(Stored records)
"""

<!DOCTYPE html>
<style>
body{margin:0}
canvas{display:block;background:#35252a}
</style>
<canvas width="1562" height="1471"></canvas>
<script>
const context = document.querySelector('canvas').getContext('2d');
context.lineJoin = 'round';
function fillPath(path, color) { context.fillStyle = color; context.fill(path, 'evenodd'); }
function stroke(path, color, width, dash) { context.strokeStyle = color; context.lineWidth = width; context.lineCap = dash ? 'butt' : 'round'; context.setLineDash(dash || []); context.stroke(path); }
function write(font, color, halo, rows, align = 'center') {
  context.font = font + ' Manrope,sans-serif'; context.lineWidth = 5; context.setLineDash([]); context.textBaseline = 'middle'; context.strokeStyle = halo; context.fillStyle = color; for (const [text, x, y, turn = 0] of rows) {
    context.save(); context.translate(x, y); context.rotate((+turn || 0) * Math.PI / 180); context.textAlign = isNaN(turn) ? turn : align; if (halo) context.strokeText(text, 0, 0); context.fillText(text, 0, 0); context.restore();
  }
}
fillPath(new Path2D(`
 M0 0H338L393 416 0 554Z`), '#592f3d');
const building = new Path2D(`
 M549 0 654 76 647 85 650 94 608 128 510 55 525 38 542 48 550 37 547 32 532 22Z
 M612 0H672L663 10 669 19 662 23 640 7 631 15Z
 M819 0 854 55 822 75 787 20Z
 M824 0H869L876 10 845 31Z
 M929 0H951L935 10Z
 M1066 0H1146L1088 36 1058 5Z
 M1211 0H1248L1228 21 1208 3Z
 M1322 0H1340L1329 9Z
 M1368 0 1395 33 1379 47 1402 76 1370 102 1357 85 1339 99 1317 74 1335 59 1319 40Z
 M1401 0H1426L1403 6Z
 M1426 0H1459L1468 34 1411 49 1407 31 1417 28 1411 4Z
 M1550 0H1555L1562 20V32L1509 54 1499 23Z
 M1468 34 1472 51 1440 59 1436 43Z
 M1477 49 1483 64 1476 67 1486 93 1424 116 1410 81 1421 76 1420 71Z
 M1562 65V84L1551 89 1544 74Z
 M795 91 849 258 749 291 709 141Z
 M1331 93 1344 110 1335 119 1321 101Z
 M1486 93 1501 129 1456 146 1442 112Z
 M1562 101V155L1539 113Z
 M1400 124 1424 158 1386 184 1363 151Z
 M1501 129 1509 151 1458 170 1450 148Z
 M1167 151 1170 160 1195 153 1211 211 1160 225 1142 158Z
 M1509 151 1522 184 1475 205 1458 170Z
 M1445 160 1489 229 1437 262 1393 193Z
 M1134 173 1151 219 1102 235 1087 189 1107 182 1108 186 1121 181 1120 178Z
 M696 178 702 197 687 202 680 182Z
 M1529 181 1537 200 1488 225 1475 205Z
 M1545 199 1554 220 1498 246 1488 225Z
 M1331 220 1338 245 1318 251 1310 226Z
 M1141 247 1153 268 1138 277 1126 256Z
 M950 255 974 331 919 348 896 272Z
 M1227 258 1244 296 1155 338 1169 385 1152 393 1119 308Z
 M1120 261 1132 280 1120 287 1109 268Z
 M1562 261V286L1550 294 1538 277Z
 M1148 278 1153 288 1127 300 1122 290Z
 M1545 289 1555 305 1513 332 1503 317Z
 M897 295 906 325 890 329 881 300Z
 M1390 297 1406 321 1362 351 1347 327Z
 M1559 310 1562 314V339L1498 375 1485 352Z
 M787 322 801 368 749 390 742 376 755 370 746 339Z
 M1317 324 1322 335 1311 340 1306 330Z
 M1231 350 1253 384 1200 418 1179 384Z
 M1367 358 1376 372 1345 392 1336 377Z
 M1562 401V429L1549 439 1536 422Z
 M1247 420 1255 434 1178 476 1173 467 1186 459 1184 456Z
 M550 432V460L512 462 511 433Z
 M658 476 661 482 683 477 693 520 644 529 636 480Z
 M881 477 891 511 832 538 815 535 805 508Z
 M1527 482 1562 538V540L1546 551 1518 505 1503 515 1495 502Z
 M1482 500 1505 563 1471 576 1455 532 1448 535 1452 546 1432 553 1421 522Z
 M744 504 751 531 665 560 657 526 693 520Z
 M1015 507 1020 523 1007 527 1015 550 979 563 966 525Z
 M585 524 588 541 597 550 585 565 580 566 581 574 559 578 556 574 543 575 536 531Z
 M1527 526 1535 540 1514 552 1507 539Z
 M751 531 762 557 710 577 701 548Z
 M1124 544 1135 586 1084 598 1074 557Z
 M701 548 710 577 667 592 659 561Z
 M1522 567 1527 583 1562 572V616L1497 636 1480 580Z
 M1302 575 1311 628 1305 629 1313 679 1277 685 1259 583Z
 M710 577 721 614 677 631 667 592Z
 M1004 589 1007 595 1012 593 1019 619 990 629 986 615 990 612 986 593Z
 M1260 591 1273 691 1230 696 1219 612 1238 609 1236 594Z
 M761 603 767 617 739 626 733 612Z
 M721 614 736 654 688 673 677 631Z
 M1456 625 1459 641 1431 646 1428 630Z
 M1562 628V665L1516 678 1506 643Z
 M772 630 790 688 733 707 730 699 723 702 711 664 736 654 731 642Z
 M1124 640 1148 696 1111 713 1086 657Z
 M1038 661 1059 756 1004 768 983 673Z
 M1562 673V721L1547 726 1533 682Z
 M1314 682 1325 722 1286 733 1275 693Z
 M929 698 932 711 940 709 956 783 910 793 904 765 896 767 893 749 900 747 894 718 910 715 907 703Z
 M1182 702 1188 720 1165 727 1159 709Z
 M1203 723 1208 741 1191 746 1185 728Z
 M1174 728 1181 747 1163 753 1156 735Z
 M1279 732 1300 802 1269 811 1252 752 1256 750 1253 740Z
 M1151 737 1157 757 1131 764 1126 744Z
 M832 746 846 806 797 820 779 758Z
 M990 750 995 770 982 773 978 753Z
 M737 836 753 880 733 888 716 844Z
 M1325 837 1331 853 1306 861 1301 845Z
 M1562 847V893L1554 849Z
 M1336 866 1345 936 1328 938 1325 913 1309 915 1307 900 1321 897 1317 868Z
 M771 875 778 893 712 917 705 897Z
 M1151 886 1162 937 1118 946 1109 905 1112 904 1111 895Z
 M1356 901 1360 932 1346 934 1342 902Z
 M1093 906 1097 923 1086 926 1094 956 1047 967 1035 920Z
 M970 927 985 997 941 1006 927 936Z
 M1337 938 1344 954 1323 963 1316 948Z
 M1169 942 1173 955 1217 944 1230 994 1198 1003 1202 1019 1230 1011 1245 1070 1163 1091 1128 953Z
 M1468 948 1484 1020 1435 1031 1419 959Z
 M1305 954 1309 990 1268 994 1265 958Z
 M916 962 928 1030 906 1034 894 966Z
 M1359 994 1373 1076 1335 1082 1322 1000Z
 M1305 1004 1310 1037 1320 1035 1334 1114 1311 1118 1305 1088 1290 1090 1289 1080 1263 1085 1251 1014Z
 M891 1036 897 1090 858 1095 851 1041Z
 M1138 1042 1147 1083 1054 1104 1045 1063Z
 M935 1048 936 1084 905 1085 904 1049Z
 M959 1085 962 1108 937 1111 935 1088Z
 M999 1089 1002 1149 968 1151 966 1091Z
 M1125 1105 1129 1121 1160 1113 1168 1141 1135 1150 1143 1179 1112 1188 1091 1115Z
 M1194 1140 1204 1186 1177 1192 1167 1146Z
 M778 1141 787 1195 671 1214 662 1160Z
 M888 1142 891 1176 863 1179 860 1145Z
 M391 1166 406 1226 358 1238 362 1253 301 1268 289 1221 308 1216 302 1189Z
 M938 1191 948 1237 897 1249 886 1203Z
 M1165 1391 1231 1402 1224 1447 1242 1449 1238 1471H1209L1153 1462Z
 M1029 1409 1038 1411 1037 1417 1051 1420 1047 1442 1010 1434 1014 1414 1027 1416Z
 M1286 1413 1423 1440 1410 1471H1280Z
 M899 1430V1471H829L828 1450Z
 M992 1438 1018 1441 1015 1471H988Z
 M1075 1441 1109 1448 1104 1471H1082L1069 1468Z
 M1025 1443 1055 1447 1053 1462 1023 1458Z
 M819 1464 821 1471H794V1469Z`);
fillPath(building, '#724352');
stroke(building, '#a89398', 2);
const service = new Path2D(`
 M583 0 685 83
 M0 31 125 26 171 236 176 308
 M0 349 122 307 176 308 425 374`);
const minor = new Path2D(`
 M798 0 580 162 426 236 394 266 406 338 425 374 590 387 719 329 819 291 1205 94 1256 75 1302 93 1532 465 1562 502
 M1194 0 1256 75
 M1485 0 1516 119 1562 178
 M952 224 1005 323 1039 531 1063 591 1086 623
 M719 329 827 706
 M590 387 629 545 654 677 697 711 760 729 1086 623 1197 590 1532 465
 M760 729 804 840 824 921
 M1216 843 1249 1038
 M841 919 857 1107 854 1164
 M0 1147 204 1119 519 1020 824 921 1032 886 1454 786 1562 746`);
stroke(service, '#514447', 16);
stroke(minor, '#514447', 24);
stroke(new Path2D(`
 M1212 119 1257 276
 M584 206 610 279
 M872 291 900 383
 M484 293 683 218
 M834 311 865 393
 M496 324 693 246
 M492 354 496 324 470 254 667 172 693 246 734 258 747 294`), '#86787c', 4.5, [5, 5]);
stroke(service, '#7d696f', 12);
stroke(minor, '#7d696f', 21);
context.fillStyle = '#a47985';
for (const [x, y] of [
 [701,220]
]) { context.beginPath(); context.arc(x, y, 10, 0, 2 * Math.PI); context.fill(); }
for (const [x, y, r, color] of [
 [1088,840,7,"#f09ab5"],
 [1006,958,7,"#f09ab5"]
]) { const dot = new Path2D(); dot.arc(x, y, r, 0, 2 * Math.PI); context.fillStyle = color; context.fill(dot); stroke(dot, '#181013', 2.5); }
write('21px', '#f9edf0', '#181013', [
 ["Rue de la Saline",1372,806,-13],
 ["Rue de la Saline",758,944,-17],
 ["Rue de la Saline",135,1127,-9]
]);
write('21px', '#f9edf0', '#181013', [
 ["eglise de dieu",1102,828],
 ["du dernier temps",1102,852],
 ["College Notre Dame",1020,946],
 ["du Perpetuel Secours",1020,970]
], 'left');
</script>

"""

WHAT IS NEEDED: Begin with the first line of the records and finish with the line containing "M1509 151 1522 184 1475 205 1458 170Z". Reproduce those lines exactly, both ends included, and nothing else.

SOLUTION FOR THIS EXERCISE:
<!DOCTYPE html>
<style>
body{margin:0}
canvas{display:block;background:#35252a}
</style>
<canvas width="1562" height="1471"></canvas>
<script>
const context = document.querySelector('canvas').getContext('2d');
context.lineJoin = 'round';
function fillPath(path, color) { context.fillStyle = color; context.fill(path, 'evenodd'); }
function stroke(path, color, width, dash) { context.strokeStyle = color; context.lineWidth = width; context.lineCap = dash ? 'butt' : 'round'; context.setLineDash(dash || []); context.stroke(path); }
function write(font, color, halo, rows, align = 'center') {
  context.font = font + ' Manrope,sans-serif'; context.lineWidth = 5; context.setLineDash([]); context.textBaseline = 'middle'; context.strokeStyle = halo; context.fillStyle = color; for (const [text, x, y, turn = 0] of rows) {
    context.save(); context.translate(x, y); context.rotate((+turn || 0) * Math.PI / 180); context.textAlign = isNaN(turn) ? turn : align; if (halo) context.strokeText(text, 0, 0); context.fillText(text, 0, 0); context.restore();
  }
}
fillPath(new Path2D(`
 M0 0H338L393 416 0 554Z`), '#592f3d');
const building = new Path2D(`
 M549 0 654 76 647 85 650 94 608 128 510 55 525 38 542 48 550 37 547 32 532 22Z
 M612 0H672L663 10 669 19 662 23 640 7 631 15Z
 M819 0 854 55 822 75 787 20Z
 M824 0H869L876 10 845 31Z
 M929 0H951L935 10Z
 M1066 0H1146L1088 36 1058 5Z
 M1211 0H1248L1228 21 1208 3Z
 M1322 0H1340L1329 9Z
 M1368 0 1395 33 1379 47 1402 76 1370 102 1357 85 1339 99 1317 74 1335 59 1319 40Z
 M1401 0H1426L1403 6Z
 M1426 0H1459L1468 34 1411 49 1407 31 1417 28 1411 4Z
 M1550 0H1555L1562 20V32L1509 54 1499 23Z
 M1468 34 1472 51 1440 59 1436 43Z
 M1477 49 1483 64 1476 67 1486 93 1424 116 1410 81 1421 76 1420 71Z
 M1562 65V84L1551 89 1544 74Z
 M795 91 849 258 749 291 709 141Z
 M1331 93 1344 110 1335 119 1321 101Z
 M1486 93 1501 129 1456 146 1442 112Z
 M1562 101V155L1539 113Z
 M1400 124 1424 158 1386 184 1363 151Z
 M1501 129 1509 151 1458 170 1450 148Z
 M1167 151 1170 160 1195 153 1211 211 1160 225 1142 158Z
 M1509 151 1522 184 1475 205 1458 170Z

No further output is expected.